→ Task to complete: All lines holding the string "building" should be copied from the data below.

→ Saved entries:
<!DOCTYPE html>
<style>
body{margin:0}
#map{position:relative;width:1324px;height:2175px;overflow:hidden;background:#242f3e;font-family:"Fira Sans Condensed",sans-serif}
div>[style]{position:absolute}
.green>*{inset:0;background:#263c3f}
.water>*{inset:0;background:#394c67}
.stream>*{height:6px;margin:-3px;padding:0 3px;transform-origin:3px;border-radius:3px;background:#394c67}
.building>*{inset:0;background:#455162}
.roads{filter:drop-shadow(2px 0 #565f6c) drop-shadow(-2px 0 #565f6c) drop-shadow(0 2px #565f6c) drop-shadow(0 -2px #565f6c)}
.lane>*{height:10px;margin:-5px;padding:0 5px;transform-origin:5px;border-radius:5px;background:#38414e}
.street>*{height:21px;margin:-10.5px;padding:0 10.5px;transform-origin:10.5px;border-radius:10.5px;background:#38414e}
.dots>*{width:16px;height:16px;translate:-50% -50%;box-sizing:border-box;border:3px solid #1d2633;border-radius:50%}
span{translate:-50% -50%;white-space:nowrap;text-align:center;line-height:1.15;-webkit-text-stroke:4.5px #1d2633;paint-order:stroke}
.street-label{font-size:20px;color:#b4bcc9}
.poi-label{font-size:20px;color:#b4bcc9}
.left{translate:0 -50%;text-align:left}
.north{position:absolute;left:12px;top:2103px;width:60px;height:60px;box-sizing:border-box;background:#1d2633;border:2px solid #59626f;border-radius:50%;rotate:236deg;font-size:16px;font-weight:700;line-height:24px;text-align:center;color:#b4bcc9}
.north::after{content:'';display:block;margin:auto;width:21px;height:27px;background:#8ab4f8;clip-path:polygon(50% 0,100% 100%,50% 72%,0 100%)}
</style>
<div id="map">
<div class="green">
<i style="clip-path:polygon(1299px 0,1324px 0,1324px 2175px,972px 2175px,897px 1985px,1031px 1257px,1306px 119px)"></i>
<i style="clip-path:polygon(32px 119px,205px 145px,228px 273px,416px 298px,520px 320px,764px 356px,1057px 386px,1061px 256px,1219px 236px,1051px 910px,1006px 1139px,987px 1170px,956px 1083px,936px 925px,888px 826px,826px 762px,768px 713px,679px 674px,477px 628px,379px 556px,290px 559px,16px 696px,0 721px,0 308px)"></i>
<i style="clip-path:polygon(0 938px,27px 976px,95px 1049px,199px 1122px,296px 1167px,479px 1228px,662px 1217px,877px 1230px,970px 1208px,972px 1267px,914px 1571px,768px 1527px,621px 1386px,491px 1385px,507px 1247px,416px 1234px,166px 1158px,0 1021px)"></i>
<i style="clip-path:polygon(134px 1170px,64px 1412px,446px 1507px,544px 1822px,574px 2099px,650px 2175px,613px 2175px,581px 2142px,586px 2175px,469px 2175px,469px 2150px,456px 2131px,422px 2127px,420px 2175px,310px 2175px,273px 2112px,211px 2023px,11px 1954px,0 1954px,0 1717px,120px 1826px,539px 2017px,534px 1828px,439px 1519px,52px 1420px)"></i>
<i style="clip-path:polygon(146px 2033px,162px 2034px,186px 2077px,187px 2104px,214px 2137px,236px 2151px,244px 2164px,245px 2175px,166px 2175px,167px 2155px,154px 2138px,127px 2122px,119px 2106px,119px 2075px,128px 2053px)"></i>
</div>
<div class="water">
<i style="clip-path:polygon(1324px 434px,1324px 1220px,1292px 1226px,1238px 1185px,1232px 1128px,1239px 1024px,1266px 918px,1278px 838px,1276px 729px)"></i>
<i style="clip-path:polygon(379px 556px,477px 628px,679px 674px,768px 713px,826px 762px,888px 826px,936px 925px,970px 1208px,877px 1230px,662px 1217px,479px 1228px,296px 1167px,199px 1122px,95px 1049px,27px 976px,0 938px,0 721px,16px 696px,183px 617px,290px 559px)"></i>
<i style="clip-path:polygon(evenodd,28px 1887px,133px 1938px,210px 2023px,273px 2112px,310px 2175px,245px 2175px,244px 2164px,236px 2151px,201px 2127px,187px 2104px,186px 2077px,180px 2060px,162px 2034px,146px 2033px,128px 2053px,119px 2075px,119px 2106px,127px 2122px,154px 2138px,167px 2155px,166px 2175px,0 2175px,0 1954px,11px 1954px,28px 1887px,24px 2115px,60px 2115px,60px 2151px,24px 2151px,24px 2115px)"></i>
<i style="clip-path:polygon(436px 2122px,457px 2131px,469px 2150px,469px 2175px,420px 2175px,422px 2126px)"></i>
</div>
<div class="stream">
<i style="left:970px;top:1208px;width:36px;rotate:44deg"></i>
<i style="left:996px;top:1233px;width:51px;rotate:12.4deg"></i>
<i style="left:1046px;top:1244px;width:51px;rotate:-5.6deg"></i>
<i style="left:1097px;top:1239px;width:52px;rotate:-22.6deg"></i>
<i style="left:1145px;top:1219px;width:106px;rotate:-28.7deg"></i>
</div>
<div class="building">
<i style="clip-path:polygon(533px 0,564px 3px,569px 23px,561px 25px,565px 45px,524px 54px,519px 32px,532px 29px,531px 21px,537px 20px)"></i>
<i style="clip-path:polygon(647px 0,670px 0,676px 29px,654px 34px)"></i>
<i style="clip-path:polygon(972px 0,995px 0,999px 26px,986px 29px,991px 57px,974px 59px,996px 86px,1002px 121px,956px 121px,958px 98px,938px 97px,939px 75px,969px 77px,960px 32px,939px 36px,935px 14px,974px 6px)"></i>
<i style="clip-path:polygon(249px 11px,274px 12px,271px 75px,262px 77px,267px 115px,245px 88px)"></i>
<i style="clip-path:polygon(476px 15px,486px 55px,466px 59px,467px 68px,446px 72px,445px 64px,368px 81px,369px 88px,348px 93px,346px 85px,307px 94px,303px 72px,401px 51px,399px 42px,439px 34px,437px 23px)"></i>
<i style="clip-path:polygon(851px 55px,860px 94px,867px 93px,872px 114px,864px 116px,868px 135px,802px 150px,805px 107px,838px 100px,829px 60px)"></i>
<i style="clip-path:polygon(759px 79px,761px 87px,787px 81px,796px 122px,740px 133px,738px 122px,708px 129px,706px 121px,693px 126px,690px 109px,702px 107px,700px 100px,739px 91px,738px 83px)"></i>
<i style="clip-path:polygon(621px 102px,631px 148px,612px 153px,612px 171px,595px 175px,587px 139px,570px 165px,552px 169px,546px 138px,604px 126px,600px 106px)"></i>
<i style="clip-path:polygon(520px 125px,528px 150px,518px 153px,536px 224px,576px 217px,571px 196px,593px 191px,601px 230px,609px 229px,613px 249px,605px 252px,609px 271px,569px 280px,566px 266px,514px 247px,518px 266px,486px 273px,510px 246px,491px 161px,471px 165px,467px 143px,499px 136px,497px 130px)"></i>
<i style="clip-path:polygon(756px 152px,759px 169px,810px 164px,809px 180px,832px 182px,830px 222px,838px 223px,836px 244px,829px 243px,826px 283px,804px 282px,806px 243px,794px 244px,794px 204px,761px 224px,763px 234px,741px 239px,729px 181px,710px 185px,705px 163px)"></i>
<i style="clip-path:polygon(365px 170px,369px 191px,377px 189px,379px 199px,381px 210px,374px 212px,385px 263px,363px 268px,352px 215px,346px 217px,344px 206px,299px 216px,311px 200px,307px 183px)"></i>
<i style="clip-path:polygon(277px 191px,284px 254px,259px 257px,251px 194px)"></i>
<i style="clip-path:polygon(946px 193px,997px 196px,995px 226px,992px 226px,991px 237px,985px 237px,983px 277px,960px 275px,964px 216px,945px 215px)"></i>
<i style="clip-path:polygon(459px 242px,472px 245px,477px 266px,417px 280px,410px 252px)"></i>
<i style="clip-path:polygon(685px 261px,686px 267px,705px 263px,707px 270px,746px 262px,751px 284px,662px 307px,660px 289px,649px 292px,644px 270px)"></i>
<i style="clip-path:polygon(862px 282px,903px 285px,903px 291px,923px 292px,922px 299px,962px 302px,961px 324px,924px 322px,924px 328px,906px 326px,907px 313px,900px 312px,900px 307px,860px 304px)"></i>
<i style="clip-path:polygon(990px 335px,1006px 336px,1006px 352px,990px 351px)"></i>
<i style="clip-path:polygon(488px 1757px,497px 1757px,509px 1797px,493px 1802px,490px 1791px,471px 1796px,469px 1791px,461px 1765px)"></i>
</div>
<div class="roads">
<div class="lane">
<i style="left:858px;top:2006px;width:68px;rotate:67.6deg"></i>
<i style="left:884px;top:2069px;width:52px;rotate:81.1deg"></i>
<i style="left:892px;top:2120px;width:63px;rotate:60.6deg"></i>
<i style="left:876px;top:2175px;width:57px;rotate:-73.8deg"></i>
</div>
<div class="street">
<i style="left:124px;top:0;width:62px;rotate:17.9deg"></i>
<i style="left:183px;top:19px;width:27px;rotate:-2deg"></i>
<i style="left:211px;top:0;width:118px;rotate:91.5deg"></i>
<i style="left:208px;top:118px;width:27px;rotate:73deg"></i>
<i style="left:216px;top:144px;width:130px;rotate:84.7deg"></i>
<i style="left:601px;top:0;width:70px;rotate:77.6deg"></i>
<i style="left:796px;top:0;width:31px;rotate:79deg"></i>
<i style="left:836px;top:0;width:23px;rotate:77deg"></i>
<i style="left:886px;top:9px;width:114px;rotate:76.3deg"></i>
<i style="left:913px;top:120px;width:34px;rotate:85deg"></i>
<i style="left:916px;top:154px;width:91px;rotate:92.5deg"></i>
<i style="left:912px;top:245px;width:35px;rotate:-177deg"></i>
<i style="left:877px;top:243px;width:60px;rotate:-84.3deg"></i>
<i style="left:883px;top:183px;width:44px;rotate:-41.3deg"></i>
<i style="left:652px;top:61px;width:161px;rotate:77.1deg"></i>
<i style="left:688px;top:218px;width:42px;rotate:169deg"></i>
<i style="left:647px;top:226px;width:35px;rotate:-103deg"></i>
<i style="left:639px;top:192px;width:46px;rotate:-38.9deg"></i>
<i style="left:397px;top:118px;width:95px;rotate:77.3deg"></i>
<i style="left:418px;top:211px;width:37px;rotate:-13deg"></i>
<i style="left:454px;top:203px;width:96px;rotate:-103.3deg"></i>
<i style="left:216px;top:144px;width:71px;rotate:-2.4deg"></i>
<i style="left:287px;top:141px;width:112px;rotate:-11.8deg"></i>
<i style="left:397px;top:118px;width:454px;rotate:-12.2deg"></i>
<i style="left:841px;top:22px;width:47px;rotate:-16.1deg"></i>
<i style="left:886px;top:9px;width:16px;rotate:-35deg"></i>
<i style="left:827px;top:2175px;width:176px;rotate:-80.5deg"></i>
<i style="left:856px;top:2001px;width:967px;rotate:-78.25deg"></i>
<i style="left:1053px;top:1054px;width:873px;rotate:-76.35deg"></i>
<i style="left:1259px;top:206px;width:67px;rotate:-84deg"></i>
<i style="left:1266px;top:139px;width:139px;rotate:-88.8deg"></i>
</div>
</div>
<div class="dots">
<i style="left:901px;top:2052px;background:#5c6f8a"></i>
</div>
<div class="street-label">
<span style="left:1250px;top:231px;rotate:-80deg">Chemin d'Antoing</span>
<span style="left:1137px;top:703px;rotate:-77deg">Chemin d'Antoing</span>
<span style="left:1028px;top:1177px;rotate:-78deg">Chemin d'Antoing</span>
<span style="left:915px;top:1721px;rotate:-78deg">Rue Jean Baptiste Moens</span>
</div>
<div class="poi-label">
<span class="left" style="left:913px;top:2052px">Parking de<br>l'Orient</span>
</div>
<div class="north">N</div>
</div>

→ Output of the exercise:
.building>*{inset:0;background:#455162}
<div class="building">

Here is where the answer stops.